Private participation in Indonesia's water sector still lacks legal certainty

I blogged two weeks ago about the launch of the Pekanbaru Water Supply PPP project pre-qualification process. The launch of the transaction process took a lot of Indonesian infrastructure watchers by surprise as, according to most interpretations of the current legal framework, private participation in the water sector is currently illegal.

Back in February, Indonesia's constitutional court struck down as law 7/2004 on Water Resources as unconstitutional, effectively returning regulation of the water sector to law 11/1974 on Irrigation, which does not permit private participation in the sector. I'm no lawyer, but people who should know have told me that, effectively, this means any proposed water PPP project is on hold until the law is replaced.

The lack of legal certainty has been used as an excuse for the lack of progress on the procurement of the long delayed Umbulan and Lampung water projects, both of which began procurement many years ago.

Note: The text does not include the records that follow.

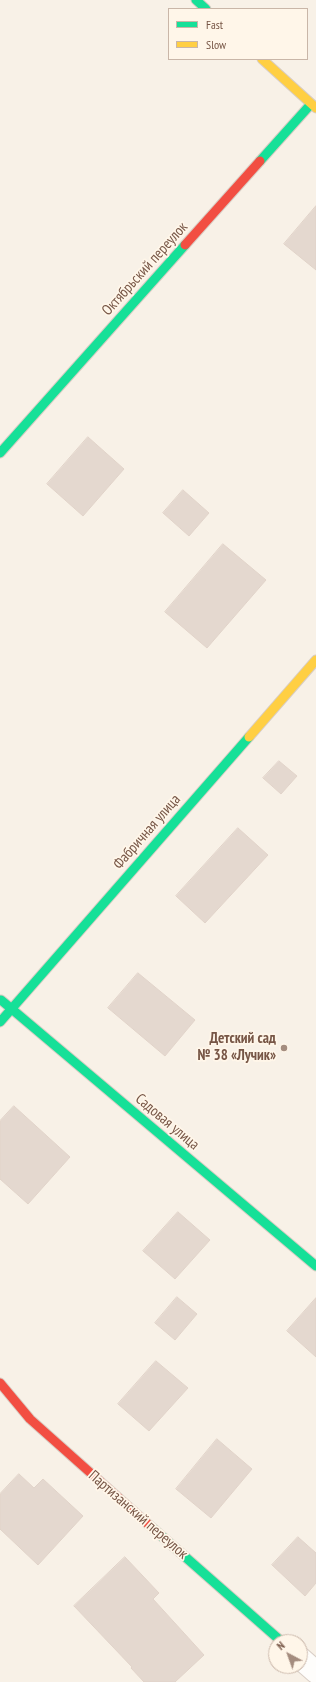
<!DOCTYPE html>
<meta charset="utf-8">
<style>
body{margin:0}
#map{position:relative;width:316px;height:1682px;overflow:hidden;background:#f8f1e7;font-family:"PT Sans Narrow",sans-serif}
canvas{display:block}
.legend{position:absolute;left:168px;top:8px;width:140px;height:52px;box-sizing:border-box;background:#fff6e9;border:1px solid #c9b6a8;margin:0;padding:5px 7px;list-style:none;font-size:12px;color:#775646}
.legend li{display:flex;align-items:center;gap:8px;height:20px}
.legend b{width:20px;border:1px solid #c9b6a8}
.north{position:absolute;left:268px;top:1634px;width:40px;height:40px;box-sizing:border-box;background:#fff6e9;border:1px solid #c9b6a8;border-radius:50%;rotate:319deg;font-size:11px;font-weight:700;line-height:16px;text-align:center;color:#775646}
.north::after{content:'';display:block;margin:auto;width:14px;height:18px;background:#a48c7e;clip-path:polygon(50% 0,100% 100%,50% 72%,0 100%)}
</style>
<div id="map">
<canvas width="316" height="1682"></canvas>
<ul class="legend">
<li><b style="height:5px;background:#16e098"></b>Fast</li>
<li><b style="height:5px;background:#ffcf43"></b>Slow</li>
</ul>
<div class="north">N</div>
</div>
<script>
const c = document.querySelector('canvas').getContext('2d');
c.lineJoin = 'round';
function fill(path, color) {
  c.fillStyle = color;
  c.fill(path, 'evenodd');
}
function stroke(path, color, width, dash) {
  c.strokeStyle = color;
  c.lineWidth = width;
  c.lineCap = dash ? 'butt' : 'round';
  c.setLineDash(dash || []);
  c.stroke(path);
}
function write(font, color, halo, rows, align = 'center') {
  c.font = font + ' "PT Sans Narrow",sans-serif';
  c.lineWidth = 3.5;
  c.setLineDash([]);
  c.textBaseline = 'middle';
  c.strokeStyle = halo;
  c.fillStyle = color;
  for (const [text, x, y, turn = 0] of rows) {
    c.save();
    c.translate(x, y);
    c.rotate((+turn || 0) * Math.PI / 180);
    c.textAlign = isNaN(turn) ? turn : align;
    if (halo) c.strokeText(text, 0, 0);
    c.fillText(text, 0, 0);
    c.restore();
  }
}
const building = new Path2D(`
 M316,206v64l-32,-26z
 M88,437l36,32 -41,47 -36,-32z
 M183,490l26,23 -20,23 -26,-23z
 M223,544l43,36 -59,68 -42,-36z
 M279,761l18,15 -16,18 -18,-16z
 M238,828l30,27 -63,68 -29,-27z
 M138,973l57,47 -30,36 -57,-48z
 M14,1106l56,51 -42,47 -28,-25v-58z
 M178,1212l32,28 -35,39 -32,-28z
 M177,1297l20,17 -22,26 -20,-17z
 M316,1298v59l-29,-26z
 M156,1361l32,27 -39,43 -31,-27z
 M217,1439l35,30 -41,49 -35,-29z
 M19,1474l15,14 9,-9 40,37 -45,49 -38,-36v-35z
 M298,1537l18,16v30l-11,13 -33,-31z
 M125,1557l34,36 -6,6 51,56 -29,27h-31l-13,-14 1,-1 -58,-61z`);
fill(building, '#e4d8cf');
stroke(building, '#e1d3c9', 1);
const street = new Path2D(`
 M300,1658l16,14`);
const fast = new Path2D(`
 M196,0l10,9
 M260,161l51,-57
 M0,453l185,-208
 M1,1000l315,266
 M0,1022l249,-285
 M149,1525l133,117`);
const slow = new Path2D(`
 M262,59l54,49
 M249,737l67,-77`);
const jam = new Path2D(`
 M185,245l75,-84
 M0,1383l30,36 119,106`);
stroke(street, '#d9cec6', 24);
stroke(fast, '#d8cdc4', 11);
stroke(slow, '#d8cdc4', 11);
stroke(jam, '#d8cdc4', 11);
stroke(street, '#fefdfb', 22);
stroke(fast, '#16e098', 9);
stroke(slow, '#ffcf43', 9);
stroke(jam, '#f24e42', 9);
for (const [x, y, r, color] of [
 [284,1048,4,"#a48c7e"]
]) {
  const dot = new Path2D();
  dot.arc(x, y, r, 0, 2 * Math.PI);
  c.fillStyle = color;
  c.fill(dot);
  stroke(dot, '#fff6e9', 1.5);
}
write('15px', '#775646', '#fff6e9', [
 ["Октябрьский переулок",145,269,-48],
 ["Фабричная улица",147,832,-49],
 ["Садовая улица",167,1122,40],
 ["Партизанский переулок",138,1515,41]
]);
write('bold 15px', '#775646', '#fff6e9', [
 ["Детский сад",276,1039],
 ["№ 38 «Лучик»",276,1056]
], 'right');
</script>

There have been recent media reports that the signing of the draft governmental regulation on water resources (an interim measure while the new law is prepared) is imminent. I haven't seen a draft, but  private operators voiced their concerns with the draft that was put to them back in June. 

I hope the launch of a new PPP project in the water sector is a sign that the new governmental regulation is indeed imminent, and that it is drafted in a way that allows private sector operators to participate and improve water service to Indonesia's citizens.